YOUR GOAL.
Lines containing "roads" should be pulled from the material below.

MATERIAL SUPPLIED.
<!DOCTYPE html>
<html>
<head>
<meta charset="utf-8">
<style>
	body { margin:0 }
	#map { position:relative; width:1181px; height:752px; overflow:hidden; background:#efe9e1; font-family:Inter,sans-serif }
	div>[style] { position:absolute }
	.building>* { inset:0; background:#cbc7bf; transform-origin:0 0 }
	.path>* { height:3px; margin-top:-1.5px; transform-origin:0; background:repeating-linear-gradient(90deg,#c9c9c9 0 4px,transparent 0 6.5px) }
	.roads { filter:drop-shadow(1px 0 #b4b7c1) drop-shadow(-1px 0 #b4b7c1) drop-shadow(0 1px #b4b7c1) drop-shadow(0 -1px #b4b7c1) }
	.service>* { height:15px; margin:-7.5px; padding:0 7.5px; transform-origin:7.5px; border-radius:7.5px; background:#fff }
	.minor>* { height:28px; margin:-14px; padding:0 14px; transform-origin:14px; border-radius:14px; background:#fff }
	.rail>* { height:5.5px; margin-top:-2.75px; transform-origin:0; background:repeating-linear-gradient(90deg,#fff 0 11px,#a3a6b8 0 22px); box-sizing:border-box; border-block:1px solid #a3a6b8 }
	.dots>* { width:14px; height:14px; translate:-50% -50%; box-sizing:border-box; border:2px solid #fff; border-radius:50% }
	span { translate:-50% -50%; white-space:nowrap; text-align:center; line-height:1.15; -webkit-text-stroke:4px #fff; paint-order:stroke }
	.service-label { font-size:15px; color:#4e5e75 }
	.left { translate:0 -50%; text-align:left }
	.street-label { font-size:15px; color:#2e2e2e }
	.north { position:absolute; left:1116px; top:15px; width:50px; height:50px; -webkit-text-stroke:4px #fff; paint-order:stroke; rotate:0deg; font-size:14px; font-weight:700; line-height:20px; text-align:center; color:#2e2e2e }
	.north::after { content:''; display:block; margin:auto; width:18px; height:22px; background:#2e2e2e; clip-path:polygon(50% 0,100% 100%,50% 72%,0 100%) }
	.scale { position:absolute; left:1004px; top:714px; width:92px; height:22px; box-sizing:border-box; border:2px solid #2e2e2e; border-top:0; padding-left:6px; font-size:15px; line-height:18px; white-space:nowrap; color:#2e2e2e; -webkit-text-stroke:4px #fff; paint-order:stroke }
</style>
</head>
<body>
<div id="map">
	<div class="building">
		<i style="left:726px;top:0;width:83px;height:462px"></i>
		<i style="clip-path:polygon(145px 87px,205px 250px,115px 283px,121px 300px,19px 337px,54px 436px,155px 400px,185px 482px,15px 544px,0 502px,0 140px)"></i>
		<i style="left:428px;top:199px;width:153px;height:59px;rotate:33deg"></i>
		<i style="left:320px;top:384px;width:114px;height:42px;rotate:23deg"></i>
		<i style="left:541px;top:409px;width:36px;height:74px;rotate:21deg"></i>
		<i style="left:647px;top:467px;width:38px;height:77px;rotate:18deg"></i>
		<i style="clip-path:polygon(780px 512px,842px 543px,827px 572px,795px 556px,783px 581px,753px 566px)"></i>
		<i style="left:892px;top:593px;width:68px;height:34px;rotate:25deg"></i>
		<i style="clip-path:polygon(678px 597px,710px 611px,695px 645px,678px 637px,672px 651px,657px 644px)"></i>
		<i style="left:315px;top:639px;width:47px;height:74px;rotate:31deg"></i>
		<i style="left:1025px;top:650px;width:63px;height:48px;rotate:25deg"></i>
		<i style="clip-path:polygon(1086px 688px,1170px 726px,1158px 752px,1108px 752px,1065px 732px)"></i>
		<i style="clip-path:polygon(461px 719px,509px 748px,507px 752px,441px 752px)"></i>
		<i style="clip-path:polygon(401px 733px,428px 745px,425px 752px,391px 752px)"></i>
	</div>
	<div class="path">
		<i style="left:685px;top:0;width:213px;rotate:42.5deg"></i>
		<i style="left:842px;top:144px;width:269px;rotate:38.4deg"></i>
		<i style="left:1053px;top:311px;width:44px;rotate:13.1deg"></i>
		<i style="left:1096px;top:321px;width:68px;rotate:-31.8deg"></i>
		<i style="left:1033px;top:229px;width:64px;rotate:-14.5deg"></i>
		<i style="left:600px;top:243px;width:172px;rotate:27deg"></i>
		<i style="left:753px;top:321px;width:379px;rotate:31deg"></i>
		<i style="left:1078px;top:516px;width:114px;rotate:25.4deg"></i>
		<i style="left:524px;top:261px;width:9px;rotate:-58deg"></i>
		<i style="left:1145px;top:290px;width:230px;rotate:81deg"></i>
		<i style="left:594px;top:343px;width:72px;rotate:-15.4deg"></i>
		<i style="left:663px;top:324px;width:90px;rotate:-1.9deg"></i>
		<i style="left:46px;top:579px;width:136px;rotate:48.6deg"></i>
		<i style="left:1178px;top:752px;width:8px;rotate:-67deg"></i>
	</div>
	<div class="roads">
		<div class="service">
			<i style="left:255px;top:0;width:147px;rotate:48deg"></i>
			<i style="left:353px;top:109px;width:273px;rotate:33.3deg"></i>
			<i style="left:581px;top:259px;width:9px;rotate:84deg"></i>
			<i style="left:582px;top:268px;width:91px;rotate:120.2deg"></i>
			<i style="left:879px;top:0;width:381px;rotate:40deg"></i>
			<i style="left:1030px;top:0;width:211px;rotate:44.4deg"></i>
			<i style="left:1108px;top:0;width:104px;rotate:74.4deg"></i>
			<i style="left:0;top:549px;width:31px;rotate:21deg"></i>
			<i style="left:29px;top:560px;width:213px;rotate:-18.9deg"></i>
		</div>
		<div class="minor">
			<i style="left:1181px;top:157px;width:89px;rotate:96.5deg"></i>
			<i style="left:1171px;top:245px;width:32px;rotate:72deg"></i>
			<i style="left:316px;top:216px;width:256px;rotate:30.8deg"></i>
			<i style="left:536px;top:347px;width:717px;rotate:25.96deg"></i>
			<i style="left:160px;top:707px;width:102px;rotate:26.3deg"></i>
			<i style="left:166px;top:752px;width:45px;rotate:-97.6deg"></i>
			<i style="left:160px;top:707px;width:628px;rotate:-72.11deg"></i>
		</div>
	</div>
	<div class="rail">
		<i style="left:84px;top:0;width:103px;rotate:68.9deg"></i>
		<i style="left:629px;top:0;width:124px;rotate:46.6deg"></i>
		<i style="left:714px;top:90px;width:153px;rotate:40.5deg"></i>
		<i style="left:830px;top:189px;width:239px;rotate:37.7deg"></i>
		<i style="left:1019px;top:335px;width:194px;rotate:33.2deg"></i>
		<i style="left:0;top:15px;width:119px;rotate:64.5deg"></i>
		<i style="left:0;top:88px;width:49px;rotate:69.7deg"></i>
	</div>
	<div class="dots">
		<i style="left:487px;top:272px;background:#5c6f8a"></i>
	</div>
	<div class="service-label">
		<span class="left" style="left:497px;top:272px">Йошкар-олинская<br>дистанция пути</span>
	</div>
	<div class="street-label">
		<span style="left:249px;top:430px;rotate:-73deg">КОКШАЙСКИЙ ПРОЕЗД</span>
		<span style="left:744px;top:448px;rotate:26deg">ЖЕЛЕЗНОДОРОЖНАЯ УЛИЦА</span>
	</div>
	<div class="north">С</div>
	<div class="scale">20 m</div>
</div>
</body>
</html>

TASK SOLUTION.
	.roads { filter:drop-shadow(1px 0 #b4b7c1) drop-shadow(-1px 0 #b4b7c1) drop-shadow(0 1px #b4b7c1) drop-shadow(0 -1px #b4b7c1) }
	<div class="roads">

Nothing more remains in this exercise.